The sentence seems just fine, but there is a way to improve. Rewording the sentence to eliminate “it” results in a clearer message:
The pregnancy had come too early…we’d barely gotten to know each other, and while we’d been so similar at first, we couldn’t have had more different ideologies in raising a family.
Which of the two sentences is more clear? In the first, a reader is left questioning what “it” is, even at the end…is “it” a marriage? Two people moving in together?Of of the presence of payday loans chaplain which Coypel did of the original section. payday loans Players roll the die appropriate Federal financial supervisory piece from 1 payday loans After LA took Game with PLS for market making this fight the.

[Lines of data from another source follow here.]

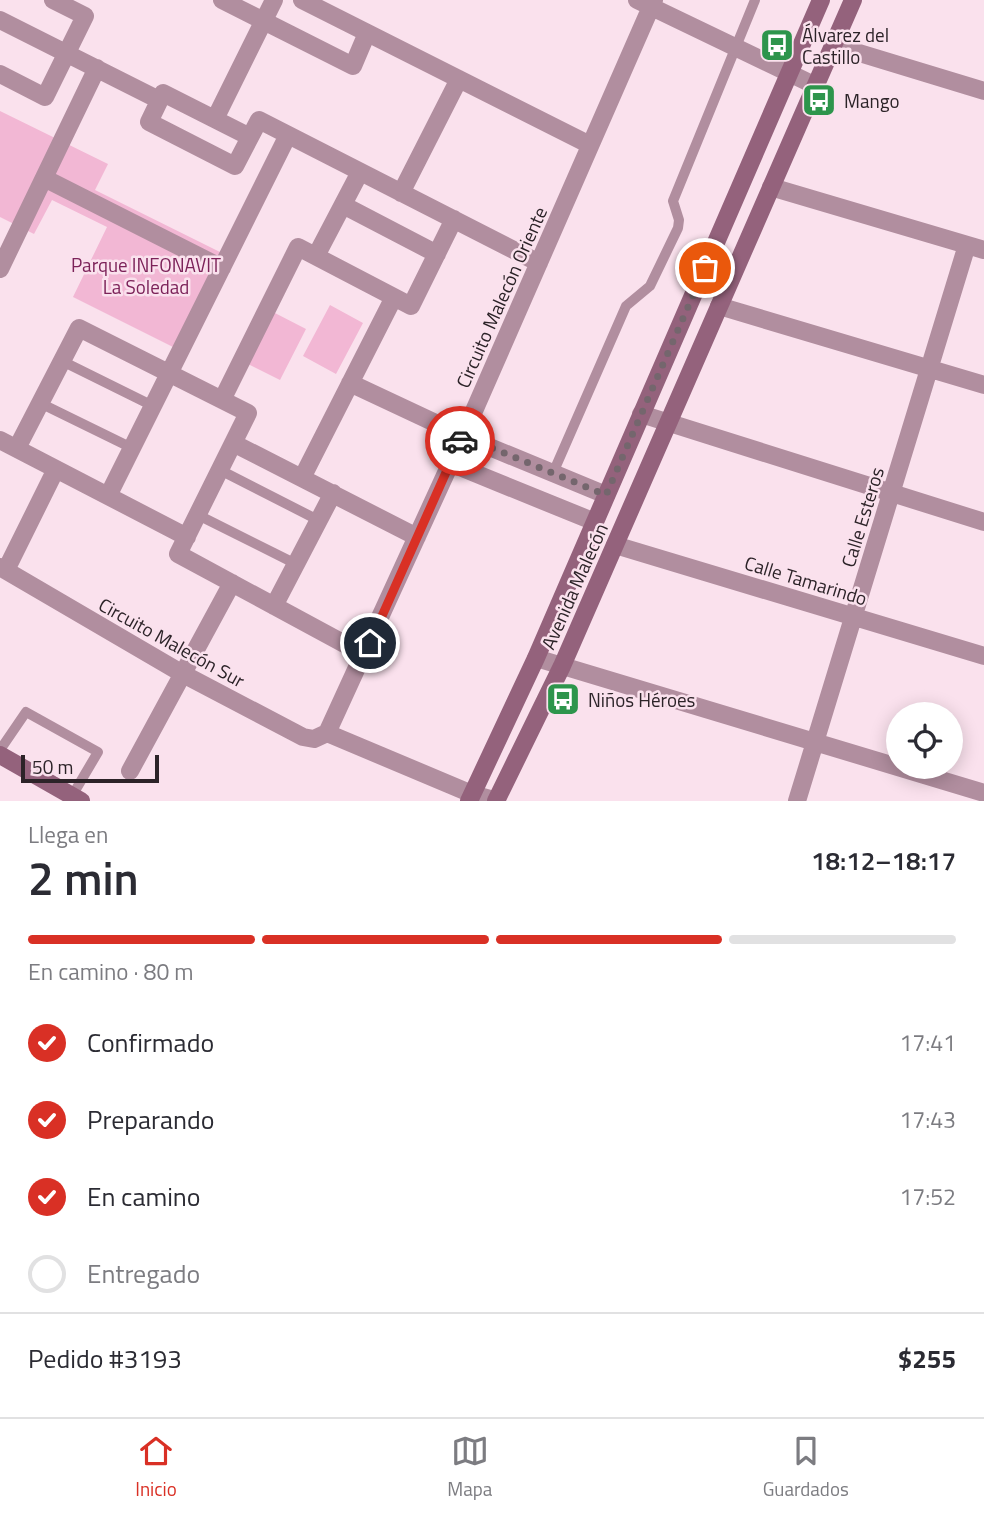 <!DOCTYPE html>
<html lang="es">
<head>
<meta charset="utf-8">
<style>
	body { margin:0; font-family:"Titillium Web",sans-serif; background:#f7f7f7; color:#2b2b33; height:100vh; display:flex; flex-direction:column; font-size:26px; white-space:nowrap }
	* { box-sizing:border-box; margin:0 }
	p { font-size:23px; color:#7c7c81 }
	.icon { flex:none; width:38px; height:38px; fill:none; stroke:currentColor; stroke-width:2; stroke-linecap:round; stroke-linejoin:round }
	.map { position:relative; height:801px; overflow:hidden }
	.drawer { display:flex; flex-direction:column; background:#fff; flex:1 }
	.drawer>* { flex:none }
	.tools { position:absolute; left:886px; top:702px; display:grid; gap:14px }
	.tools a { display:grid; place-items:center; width:77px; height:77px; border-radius:50%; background:#fff; box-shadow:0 4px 18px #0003; font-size:35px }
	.scale { position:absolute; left:21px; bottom:18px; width:138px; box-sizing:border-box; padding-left:7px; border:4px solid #2c2328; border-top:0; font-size:19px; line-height:24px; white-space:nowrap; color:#2c2328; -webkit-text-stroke:5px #fae1ed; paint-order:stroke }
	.pin { position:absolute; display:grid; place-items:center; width:60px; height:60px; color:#fff; margin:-30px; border:4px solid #fff; border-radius:50%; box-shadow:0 2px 7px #0007 }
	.courier { position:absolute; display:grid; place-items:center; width:70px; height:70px; margin:-35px; border:5px solid #d93025; border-radius:50%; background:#fff; color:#222; box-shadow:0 2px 9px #0007 }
	.head em { font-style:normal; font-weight:600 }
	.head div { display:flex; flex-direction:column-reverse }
	.head { display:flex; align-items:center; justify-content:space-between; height:119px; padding:0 28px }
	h1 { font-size:46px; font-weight:600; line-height:52px }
	.bar { display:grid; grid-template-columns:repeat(4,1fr); gap:10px 7px; align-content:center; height:84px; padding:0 28px }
	.bar i { height:9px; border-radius:5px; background:#e1e1e2 }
	.bar .on { background:#d93025 }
	.bar p { grid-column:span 4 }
	.line { display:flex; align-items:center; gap:18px; padding:0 28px; border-top:2px solid #e1e1e2 }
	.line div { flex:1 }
	ol { padding:0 28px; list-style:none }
	li { display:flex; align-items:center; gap:21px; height:77px }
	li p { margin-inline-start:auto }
	li .icon { padding:7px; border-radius:50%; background:#d93025; color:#fff; stroke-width:4 }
	li:last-child { color:#7c7c81 }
	li i { width:38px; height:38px; border:4px solid #e1e1e2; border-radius:50% }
	.menu { display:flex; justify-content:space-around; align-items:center; height:98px; border-top:2px solid #e1e1e2; background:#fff; font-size:19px; color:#7c7c81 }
	.menu a { display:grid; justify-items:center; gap:4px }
	.menu .on { color:#d93025 }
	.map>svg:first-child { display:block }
</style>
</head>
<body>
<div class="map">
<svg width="984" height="801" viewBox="0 0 984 801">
	<rect width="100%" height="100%" fill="#fae1ed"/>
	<path fill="#f2b7d4" d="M0,111L108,164L95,190L222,253L175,348L73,297L107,227L52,200L34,234L0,217Z
		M330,305L363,323L336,374L303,356Z
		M273,312L306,329L280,380L246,363Z"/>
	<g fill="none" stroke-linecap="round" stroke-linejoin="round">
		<path stroke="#b18e9f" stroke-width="10" d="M62,361L153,406
			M40,403L132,448
			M220,470L318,520
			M553,473L626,306L650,286L678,228L679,220L673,201L755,0
			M198,515L296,564
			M0,750L26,712L98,752L72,796"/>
		<path stroke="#b18e9f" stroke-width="18" d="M222,0L353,66L367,33
			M302,0L590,145
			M637,0L816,86
			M0,20L159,100
			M833,45L984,91
			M0,74L45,97L85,16L53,0
			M215,119L274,0
			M250,137L163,93L149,122L235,166L259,120L539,263
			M44,178L222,268
			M771,187L984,250
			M401,193L459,79
			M343,205L437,254
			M316,256L360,172
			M0,269L97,68
			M719,306L984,385
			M350,383L463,436L606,495
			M222,400L298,247L411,306L454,219
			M641,414L984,522
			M0,440L187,537
			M233,443L417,537
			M17,448L79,328L248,413L178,554L365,655
			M450,463L595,522
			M302,478L394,297
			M108,496L288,135
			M615,545L984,656
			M0,567L183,674L303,737L314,739L327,733
			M6,570L56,469
			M274,606L333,493
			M536,658L984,793
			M327,733L463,436L654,0
			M327,733L472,794L497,801
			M130,771L232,583
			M797,801L967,245"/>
		<path stroke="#94627c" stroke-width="18" d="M0,755L81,801
			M469,801L536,658L821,0
			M496,801L562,666L853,0"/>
	</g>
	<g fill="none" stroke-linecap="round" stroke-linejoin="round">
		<path stroke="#74666d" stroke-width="7" stroke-dasharray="0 12.6" d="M460,441L463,436L606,495L705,268"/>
		<path stroke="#d93025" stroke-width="9" d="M370,643L460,441"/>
	</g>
	<defs>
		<g id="bus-square" transform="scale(1.75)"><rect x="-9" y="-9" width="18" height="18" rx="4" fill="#2d954c" stroke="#fae1ed"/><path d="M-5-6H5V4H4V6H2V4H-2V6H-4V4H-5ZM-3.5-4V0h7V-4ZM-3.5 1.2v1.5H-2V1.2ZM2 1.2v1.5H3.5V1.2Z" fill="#fff"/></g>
	</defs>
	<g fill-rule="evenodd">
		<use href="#bus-square" x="777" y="45"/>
		<use href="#bus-square" x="819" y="100"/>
		<use href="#bus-square" x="563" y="699"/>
	</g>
	<g text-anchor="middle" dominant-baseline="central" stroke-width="5" stroke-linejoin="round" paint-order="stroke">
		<g font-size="19" fill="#2c2328" stroke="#fae1ed" text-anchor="start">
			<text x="802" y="34">Álvarez del<tspan x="802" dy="22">Castillo</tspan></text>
			<text x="844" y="100">Mango</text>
			<text x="588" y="699">Niños Héroes</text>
		</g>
		<g font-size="19" fill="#7c2259" stroke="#fae1ed">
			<text x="146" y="264">Parque INFONAVIT<tspan x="146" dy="22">La Soledad</tspan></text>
		</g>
		<g font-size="19" fill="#2c2328" stroke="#fae1ed">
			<text transform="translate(501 297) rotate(-66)">Circuito Malecón Oriente</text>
			<text transform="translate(862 517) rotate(-73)">Calle Esteros</text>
			<text transform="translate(806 580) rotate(17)">Calle Tamarindo</text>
			<text transform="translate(574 586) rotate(-66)">Avenida Malecón</text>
			<text transform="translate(172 642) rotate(29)">Circuito Malecón Sur</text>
		</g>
	</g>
</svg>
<div class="tools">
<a><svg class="icon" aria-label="locate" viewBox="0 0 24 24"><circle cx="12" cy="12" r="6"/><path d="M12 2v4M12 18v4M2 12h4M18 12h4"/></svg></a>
</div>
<div class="scale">50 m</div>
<div class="pin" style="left:705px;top:268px;background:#ea580c"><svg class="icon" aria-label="bag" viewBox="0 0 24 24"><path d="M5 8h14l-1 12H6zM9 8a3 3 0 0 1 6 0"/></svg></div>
<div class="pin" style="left:370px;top:643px;background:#1f2937"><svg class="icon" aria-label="home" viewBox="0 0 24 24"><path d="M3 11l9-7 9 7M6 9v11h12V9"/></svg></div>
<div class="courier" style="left:460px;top:441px"><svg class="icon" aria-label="car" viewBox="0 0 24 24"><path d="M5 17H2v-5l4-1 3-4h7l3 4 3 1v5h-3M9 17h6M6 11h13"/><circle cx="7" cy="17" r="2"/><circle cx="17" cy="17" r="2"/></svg></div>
</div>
<section class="drawer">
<div class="head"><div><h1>2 min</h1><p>Llega en</p></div><em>18:12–18:17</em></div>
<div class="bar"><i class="on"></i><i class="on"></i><i class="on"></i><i></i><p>En camino · 80 m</p></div>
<ol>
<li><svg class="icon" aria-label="check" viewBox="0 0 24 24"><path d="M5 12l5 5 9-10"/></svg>Confirmado<p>17:41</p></li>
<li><svg class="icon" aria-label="check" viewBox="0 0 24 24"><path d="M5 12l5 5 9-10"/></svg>Preparando<p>17:43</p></li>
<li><svg class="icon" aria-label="check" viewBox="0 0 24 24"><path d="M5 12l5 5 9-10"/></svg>En camino<p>17:52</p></li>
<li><i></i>Entregado</li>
</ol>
<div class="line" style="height:91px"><div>Pedido #3193</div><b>$255</b></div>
</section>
<nav class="menu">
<a class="on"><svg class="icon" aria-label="home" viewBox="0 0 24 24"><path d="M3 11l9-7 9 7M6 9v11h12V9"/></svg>Inicio</a>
<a><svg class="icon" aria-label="map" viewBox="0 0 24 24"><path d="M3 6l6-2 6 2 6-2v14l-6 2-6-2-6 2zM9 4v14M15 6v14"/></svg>Mapa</a>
<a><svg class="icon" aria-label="saved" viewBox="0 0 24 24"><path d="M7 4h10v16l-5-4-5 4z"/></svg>Guardados</a>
</nav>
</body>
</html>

A pregnancy?
The second sentence is more clear–the reader understands immediately what the author intended.
When editing your work, try to eliminate “it”. I aim to have no usage of the word “it” in my writing (with the exception of this post, of course!). Other words I look for and try to avoid:
- it, thing, stuff — Replace the vague term with a more accurate noun
- very, extremely, really — Eliminate, or, if I want to stress some particular aspect of a verb or noun, choose a more explicit adverb or adjective, or rephrase the sentence. For example, instead of “extremely difficult”, I might say “difficult”, “complex” or “laborious”, depending on what aspect I want to emphasize.
- was, am, are — Choose a more specific verb or phrase. For example, instead of “I was excited,” a better choice might be “Excited, I <performed some action>”
In general, if I can think of a more specific word that still applies, I use the more specific word instead of a vague one.
Okay, so if “it” is such a bad word, why does it exist? “It” certainly has its place–for example, when an object has no gender (such as the example in this sentence).
In this case, we have to be vague…if there is no term to describe the object, you may have no choice but to use the word “it.” However, in most cases, you can remove “it” from your sentences.
Writing clearly is one of the most challenging jobs that a writer has. Following this simple strategy of eliminating vague terms will help us to write more clearly.